RALEIGH, North Carolina, and TORONTO, Canada, April 10, 2007—ChemZoo and Advanced Chemistry Development, Inc., (ACD/Labs) announced a collaboration that will allow integration of a number of ACD/Labs software tools to the ChemSpider service, a new online chemistry database and property prediction service provider. ACD/Labs properties will be generated and published for over 10 million chemical structures using some components of the ACD/Labs PhysChem and Nomenclature software suites.
From what I can see the spider scrapes information and passes it to the Zoo. The Zoo is filled with monkeys. (The same monkeys who are trying to write Shakespeare by hitting typewriter keys at random). The monkeys seem to be using ACD Lab software to calculate properties. ACD software has been around for several years and I suppose it gets some answers right but it doesn’t do very well on calcium carbonate. Here’s the entry:
0953 Chemical Structure CCaO3 Molecular Weight 62.02 logP -0.809 hydrogen bond donors 2
Well, they got the chemical formula right. Calcium carbonate is marble, limestone, chalk. It’s hard and doesn’t dissolve in water. You calculate its molecular weight as follows:
Ca=40 + C=12 + 3 (O=16)
and your child will tell you that it comes to 100. (I’ve missed the decimal point). The monkeys only get to 62 before they give up. I have no idea how they get this. The monkeys also tell us how many hydrogen atoms can be used to bind to other molecules. I can’t see any hydrogen atoms, nor can you but the monkeys found 2.

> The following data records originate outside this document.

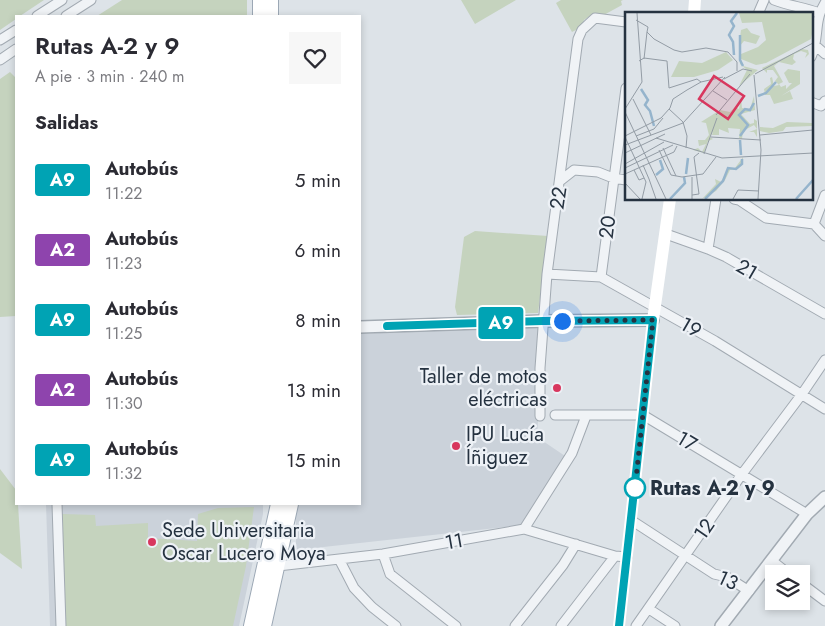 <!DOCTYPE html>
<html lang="es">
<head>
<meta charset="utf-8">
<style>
  body { margin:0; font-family:Jost,sans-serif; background:#f7f7f7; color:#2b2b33; height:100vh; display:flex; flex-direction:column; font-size:19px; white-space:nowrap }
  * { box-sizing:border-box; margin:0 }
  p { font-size:16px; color:#7c7c81 }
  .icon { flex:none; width:28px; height:28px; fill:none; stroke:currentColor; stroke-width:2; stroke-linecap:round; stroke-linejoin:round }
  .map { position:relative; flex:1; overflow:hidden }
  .side { position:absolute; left:15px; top:15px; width:346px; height:490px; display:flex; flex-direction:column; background:#fff; border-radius:0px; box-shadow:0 2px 8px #0003 }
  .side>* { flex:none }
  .badge { padding:0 10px; border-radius:4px; font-size:18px; line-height:32px }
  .tools { position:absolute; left:765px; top:565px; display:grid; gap:10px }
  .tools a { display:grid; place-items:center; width:45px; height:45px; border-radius:0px; background:#fff; box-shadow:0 2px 8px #0003; font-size:25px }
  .you { position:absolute; width:25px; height:25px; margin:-12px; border:4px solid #fff; border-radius:50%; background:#1a73e8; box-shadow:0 0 0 8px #1a73e833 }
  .map>.badge { position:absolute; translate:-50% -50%; box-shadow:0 0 0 2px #fff }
  h2 { padding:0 20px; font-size:19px; line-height:45px }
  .round { display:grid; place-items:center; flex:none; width:52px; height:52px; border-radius:0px; background:#f7f7f7 }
  .headline { display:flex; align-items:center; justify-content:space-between; height:85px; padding:0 20px }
  h1 { font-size:24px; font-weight:600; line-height:38px }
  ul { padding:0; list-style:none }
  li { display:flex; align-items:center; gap:15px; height:70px; padding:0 20px }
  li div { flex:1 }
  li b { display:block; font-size:19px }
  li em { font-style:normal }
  li .badge { min-width:55px; font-weight:700; text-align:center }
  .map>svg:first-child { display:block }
  .built { fill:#cbd2da }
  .green { fill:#c5d3be }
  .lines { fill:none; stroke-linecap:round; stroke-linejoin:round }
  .minor-casing { stroke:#a2aab2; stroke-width:11 }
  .tertiary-casing { stroke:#a2aab2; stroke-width:14 }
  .primary-casing { stroke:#9ca8b5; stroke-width:16 }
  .minor { stroke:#f0f3f6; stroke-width:9 }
  .tertiary { stroke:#f0f3f6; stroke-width:11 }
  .secondary { stroke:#fff; stroke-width:12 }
  .primary { stroke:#fff; stroke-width:14 }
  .line-casing { stroke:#fff; stroke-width:11 }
  .line { stroke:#00a3b4; stroke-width:8 }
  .walk { stroke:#253240; stroke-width:5; stroke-dasharray:0 9 }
  .poi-dot { fill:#d8375e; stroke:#edf1f6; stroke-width:2 }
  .stop-dot { fill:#fff; stroke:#00a3b4; stroke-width:2.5 }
  .labels { text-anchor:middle; stroke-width:4.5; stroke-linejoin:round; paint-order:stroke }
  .street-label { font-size:20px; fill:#253240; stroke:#edf1f6 }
  .poi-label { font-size:20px; fill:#253240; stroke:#edf1f6; text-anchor:start }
  .stop-label { font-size:20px; font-weight:bold; fill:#253240; stroke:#edf1f6; text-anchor:start }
  .inset-river { fill:none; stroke:#95b4cc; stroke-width:2.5 }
  .inset-road { fill:none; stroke:#939ca5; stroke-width:1 }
  .view { fill:#d8375e; fill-opacity:0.15; stroke:#d8375e; stroke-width:2.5 }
  .inset-edge { fill:none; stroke:#253240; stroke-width:2.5 }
</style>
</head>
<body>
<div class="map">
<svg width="825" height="626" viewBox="0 0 825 626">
  <rect width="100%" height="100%" fill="#dde3e8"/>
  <path class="built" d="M544,325L537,437L565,456L524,525L296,550V504H360V334Z
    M46,504H263V514L239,626H50Z"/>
  <path class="green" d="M0,0H44L20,16H16V19L0,30Z
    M122,0H247V16H97Z
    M461,0H516L475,24Z
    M561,0H623L621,1L622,5L602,16L591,15L584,20L582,27L572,32L556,3Z
    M10,72L16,78V316L0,317V79Z
    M475,231L548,236L538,313L457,315L455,307L464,237Z
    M0,469L16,490V504H18L22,569L0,553Z
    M254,507L246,566L233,626H63L62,514L95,515L96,526L148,523V538L197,541L198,514L218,508Z"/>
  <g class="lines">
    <g class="minor-casing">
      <path id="minor" d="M774,0C789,6 804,7 819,13
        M758,14L764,0
        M37,16L62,0
        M66,16L91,0
        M0,40L16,30
        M816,46L825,54
        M811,57C820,37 813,22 825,3
        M0,60L16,49
        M811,102L821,106L825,101
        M560,181L574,170L598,172L613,178L626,180
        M734,199L739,200L766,218L814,224
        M814,224L825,195
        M814,224L825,236
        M666,234L708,249L726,257L825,314
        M708,249L716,199
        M547,274L601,277L715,341L825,409
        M601,277L626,88
        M555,415H643L807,514
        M540,416V368L547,274L578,39L582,30L595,18L626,22
        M57,504L61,626
        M631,520L714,574L727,577L749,591
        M524,529L572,453L586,416
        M383,554L390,574L456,626
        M339,559L354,588L372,607L396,626
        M771,560L789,574
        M278,566L383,554L524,529L615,556L627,557
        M801,583L825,601
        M649,609L675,626
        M515,626L563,565L576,544
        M561,626L615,556
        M636,626L742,474L802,394L825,360"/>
    </g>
    <g class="tertiary-casing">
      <path id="tertiary" d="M360,327L543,321L653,320
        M721,626L807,514L825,497"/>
    </g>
    <g class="primary-casing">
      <path id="primary" d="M271,0V16
        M260,16V0
        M251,626L278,504
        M264,626L291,504"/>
    </g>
    <use href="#minor" class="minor"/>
    <use href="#tertiary" class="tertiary"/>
    <path class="secondary" d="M694,14L695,0
      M619,626L653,320L670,199"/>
    <use href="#primary" class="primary"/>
  </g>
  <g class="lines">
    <g class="line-casing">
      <path id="line" d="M387,326L543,321L653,320L619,626"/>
    </g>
    <use href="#line" class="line"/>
    <path class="walk" d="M562,321L653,320L635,488"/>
  </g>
  <g class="poi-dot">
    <circle cx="557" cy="388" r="5"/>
    <circle cx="456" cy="446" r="5"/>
    <circle cx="152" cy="542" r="5"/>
  </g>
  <circle class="stop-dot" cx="635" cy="488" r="10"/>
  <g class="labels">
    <g class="street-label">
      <text transform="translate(558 198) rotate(-82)" y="7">22</text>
      <text transform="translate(607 227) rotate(-83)" y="7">20</text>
      <text transform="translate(747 269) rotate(30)" y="7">21</text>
      <text transform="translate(691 327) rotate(30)" y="7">19</text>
      <text transform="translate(687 441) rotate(31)" y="7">17</text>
      <text transform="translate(704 529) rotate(-55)" y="7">12</text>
      <text transform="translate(454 541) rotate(-10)" y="7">11</text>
      <text transform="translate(728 580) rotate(25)" y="7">13</text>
    </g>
    <g class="poi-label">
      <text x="547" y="383" text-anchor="end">Taller de motos<tspan x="547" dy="23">eléctricas</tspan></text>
      <text x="466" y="441">IPU Lucía<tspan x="466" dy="23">Íñiguez</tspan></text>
      <text x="162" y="537">Sede Universitaria<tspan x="162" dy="23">Oscar Lucero Moya</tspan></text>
    </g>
    <g class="stop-label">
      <text x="650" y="495">Rutas A-2 y 9</text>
    </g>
  </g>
  <g transform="translate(625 12)">
    <rect width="188" height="188" fill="#dde3e8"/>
    <path d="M114,1H187V22L186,27L141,51L131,53L116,47L118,54L133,58L114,74L122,58L115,52L114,34L116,18L122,16L126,21L135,24L131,32L119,29L114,35L116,42L133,35L141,28L137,10L117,11ZM177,37L183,38L184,42L180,46L182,41L176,39L169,42L168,47L171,50L167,53L154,50L149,54L158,70L154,72L156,75L161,73V77L167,71H164L159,61L163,57L175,59V72L156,84L165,79L168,87L149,92L145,83H140L139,77L146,72L145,66L147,65L149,74L154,73L150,69L153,65L148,58H142V61L137,56ZM101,40L108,48L93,58L69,65H46L54,49L77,51ZM129,84L130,98L116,102L125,112L129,111V107L132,109V125L129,120H124L132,117L129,113L118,119L117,127L114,126L115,117L103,116L104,121L94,117V123H87L88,119L85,125L88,127L83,129L79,141L68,138L73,136L77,140L81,132L74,134L73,128H80L84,123L81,111L76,110L95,98L105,100L110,95L114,97L116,86L117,96L125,97ZM162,110L187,111V114L161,115L158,119L144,121L135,119V115L148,116ZM118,145V152L112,157L105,158L100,168L91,179L77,187L91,172L90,167L96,170L103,156H110Z" fill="#c5d3be"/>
    <path class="inset-river" d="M115,23V48L118,54M109,43L108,30L104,23L109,14L106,9L112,1M16,77L23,88L20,93L25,99L29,114M133,84L141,81L151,70M115,124L123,113L114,103L120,97L125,98L129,91M115,128L116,143M61,162L63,146M31,163L38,157L35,148M45,187L60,171L59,165M80,187L98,169L103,156L111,157L117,152V147M171,187L188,168"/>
    <path class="inset-road" d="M11,8L23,15L22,20L29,27L49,38L57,40L81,36L103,40L112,50V59M19,47L22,20M14,49L19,46L42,49L44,76L72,67L76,70M130,62L188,31M129,63L136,138L133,187M99,67L118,57L127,59M88,79L102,88M8,87L26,123M0,97L17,70L12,1M44,97L58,110L62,124L61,136M0,100L41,187M91,103L125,62M135,123L188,118M0,124L36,106L45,96L48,87L62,78L76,70L98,65M11,124L29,117L38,106M0,125L21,170L17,187M86,125L136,128M31,126L97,146L188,141M0,133L58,111L100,65M38,136L51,164M34,138L46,163L57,165L78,162L91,145M0,141L40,122M79,142L92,106M0,152L39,130M18,153L24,167M0,156L48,133M9,158L14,168L19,166M0,162L49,140L52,134M24,167L31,187M0,171L15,187M67,183L74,182L69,145L74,141M67,187V165M108,187L113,178L134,179"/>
    <path class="view" d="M89,64L119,84L103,107L74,87Z"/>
    <rect width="188" height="188" class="inset-edge"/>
  </g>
</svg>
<div class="tools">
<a><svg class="icon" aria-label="layers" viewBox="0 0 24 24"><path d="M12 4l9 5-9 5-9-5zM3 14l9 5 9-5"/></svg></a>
</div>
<div class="you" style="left:562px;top:321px"></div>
<b class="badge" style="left:501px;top:323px;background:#00a3b4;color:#fff">A9</b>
<section class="side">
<div class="headline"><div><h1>Rutas A-2 y 9</h1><p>A pie · 3 min · 240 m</p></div><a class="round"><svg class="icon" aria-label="heart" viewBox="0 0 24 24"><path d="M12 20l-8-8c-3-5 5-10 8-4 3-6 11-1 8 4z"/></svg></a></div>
<h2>Salidas</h2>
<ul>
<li><span class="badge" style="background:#00a3b4;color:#fff">A9</span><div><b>Autobús</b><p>11:22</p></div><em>5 min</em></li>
<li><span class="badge" style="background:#8e44ad;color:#fff">A2</span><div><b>Autobús</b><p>11:23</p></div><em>6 min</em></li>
<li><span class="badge" style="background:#00a3b4;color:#fff">A9</span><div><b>Autobús</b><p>11:25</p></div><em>8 min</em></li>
<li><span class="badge" style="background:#8e44ad;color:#fff">A2</span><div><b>Autobús</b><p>11:30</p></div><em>13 min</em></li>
<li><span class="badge" style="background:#00a3b4;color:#fff">A9</span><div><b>Autobús</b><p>11:32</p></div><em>15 min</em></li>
</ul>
</section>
</div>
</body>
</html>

Why am I so angry about this? Because NIST and NMRShiftDB and Joe Townsend and Nick Day work very hard at calculating molecular properties. Volker Thome in our lab has spent years calculating the properties of calcite. They are trying to show that data quality matters. The ChemZoo monkeys are destroying the value of chemical data.
There are ways of calculating molecular properties properly – it’s hard work, takes care and only applies to certain compounds. It’s hard measuring the properties – that’s what NIST does. If the spider extracted the data from NIST without their permission then it has broken copyright. And I hope NIST gets them to remove the data. It’s harder with NMRShiftDB – as a Blue Obelisk member we make our data Open for any reasonable re-use.
But giving it to the ChemMonkeys is not reasonable. The zoo should close.